Jaspinka, April 2022
Eddy Pranata PNP
TELAH AKU BAKAR SELURUH KENANGAN JINGGA
telah aku bakar seluruh kenangan jingga
dengan dada bergemuruh
abu pembakaran itu aku larungkan ke laut jauh
: "tak ada lagi puisi, tak ada lagi edelweis!"
segalanya kembali ke ruang kosong
ruang di mana aku memilih tiang cahaya
tempat bersandar lalu melanjutkan perjalanan
mungkin tanpa beban lagi
mencatat sejarah kecil
melupakan bukit-bukit yang tandus
juga rumah kayu yang telah ambruk
dan sangat banyak bunga dan duri di taman
menghibur dan melukai
aku sungguh ingin tidak ada air mata jatuh
dan perjalanan harus dilanjutkan
: "pertarungan demi pertarungan menghadang
menang atau kalah adalah hikmah!"
o, telah aku bakar seluruh kenangan jingga
abunya aku larungkan ke laut jauh
: "tak ada lagi puisi, tak ada lagi edelweis!"

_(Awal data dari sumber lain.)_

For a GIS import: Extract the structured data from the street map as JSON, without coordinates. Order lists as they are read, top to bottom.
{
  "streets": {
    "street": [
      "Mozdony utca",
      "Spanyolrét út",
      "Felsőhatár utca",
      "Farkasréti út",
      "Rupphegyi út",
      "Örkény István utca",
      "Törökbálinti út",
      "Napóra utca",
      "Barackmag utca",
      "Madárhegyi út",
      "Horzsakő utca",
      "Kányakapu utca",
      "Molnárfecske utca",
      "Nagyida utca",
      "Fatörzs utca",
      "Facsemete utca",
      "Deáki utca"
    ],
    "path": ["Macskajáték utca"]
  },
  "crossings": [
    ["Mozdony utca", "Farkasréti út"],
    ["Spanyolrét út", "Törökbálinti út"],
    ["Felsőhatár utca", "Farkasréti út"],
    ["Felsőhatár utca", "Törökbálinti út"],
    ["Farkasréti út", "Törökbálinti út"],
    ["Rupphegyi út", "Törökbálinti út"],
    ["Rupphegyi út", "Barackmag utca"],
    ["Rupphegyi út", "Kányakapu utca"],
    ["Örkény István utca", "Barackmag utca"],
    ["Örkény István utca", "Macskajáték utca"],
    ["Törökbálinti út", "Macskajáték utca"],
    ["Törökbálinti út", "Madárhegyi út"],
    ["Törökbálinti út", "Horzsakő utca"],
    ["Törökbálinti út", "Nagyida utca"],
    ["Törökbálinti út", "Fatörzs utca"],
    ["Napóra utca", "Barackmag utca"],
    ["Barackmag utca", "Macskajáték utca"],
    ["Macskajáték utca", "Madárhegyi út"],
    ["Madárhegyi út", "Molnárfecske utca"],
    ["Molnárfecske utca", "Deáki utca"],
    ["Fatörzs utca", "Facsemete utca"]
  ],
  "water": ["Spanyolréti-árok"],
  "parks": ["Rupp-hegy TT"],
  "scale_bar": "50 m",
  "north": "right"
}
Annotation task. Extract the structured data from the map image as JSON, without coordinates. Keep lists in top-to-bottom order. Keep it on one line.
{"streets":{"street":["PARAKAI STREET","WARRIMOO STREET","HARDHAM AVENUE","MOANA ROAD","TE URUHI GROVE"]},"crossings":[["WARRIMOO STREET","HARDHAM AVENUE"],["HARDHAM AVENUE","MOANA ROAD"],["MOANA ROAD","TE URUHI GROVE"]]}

Jaspinka, Jumat Wage 8 April 2022
Eddy Pranata PNP
Eddy Pranata PNP
SAMPAN ITU MENEPI JUGA AKHIRNYA
ia ingin segera menepi
dari ombak dan gemuruh laut
dikayuhnya sampan sehabis-habis tenaga
dadanya berguncang, sampan dilambung-lambung
gelombang, beberapa kali nyaris
membentur runcing karang
: "hidup tidak harus jadi penangkap ikan!" entah
teriak siapa : "kurasa engkau lebih tepat jadi penyair!"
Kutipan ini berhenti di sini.